Le Débat Stratégique Nº57 -- Juillet 2001
Editorial : Tchétchéniser les Albanais ?
On ne saurait se réjouir des propos tenus par M. Poutine lors de
son passage au Kosovo. Il a laissé entendre assez clairement que
les Albanais étaient des trublions et qu'il avait son idée sur le
traitement des peuples voyous.
Par ailleurs, on sait qu'il cherche à aider les Macédoniens par la
mise à disposition de quelques hélicoptères d'attaque de
fabrication soviétique, à la fois plus robustes et moins chers que
les bijoux volants américains. On sait qu'il n'y avait pas de pilote
d'hélicoptère dans l'armée Macédonienne (issue de l'armée
yougoslave) et que ces pilotes sont donc nécessairement russes.
La contribution militaire Russe, à l'ordre balkanique se fait avec
l'accord des Etats-Unis, Maîtres du ciel et de l'espace aérien
global, et partisan de la manière forte. L'éloge du crime contre
l'humanité qui s'y esquisse, pourrait passer pour une anecdote
diplomatique, s'il existait une réelle unité de vue entre l'Union
Européenne et les Etats-Unis sur la Macédoine.

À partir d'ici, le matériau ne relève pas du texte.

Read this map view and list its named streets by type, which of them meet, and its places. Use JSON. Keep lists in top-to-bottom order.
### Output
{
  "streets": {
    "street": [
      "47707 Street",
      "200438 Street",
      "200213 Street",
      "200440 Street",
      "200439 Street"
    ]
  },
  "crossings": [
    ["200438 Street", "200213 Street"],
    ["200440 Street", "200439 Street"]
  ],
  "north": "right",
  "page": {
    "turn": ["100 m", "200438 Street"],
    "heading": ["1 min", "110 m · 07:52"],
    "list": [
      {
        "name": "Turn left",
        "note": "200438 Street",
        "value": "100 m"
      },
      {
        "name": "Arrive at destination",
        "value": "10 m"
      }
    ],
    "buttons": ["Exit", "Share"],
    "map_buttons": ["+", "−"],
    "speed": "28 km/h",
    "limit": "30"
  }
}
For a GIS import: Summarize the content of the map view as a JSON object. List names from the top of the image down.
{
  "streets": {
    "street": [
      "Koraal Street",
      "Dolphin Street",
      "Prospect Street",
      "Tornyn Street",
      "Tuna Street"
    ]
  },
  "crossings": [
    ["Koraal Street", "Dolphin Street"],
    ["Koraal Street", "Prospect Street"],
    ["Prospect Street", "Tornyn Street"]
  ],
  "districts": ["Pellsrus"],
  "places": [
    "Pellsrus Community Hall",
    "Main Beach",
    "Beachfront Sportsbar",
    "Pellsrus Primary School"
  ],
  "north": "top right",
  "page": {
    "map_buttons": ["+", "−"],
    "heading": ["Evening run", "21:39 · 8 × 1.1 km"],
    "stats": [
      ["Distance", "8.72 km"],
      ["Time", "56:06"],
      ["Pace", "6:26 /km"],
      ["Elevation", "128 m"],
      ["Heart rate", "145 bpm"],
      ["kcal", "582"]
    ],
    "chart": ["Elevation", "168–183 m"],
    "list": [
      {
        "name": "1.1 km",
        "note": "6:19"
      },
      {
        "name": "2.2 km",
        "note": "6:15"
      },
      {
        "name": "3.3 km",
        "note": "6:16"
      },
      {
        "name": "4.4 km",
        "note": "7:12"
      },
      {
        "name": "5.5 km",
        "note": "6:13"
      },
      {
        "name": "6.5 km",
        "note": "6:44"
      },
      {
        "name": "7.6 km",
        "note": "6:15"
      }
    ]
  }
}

Ce n'est pas tout à fait le cas. Les Européens sont en faveur de la
réforme politique de la constitution macédonienne qui n'
attribuait aucune place culturelle et politique particulière à la
minorité albanaise qui représente 30 % de la population (et la
moitié de la population de la capitale Skoplje). Tout en déplorant
la méthode de la pression armée, adoptée par les Albanais,
l'Union Européenne reconnaissait l'existence d'un problème
politique qu'il fallait résoudre pour que la Macédoine aboutisse à
un régime cooptable dans la culture et l'organisation de l'Union.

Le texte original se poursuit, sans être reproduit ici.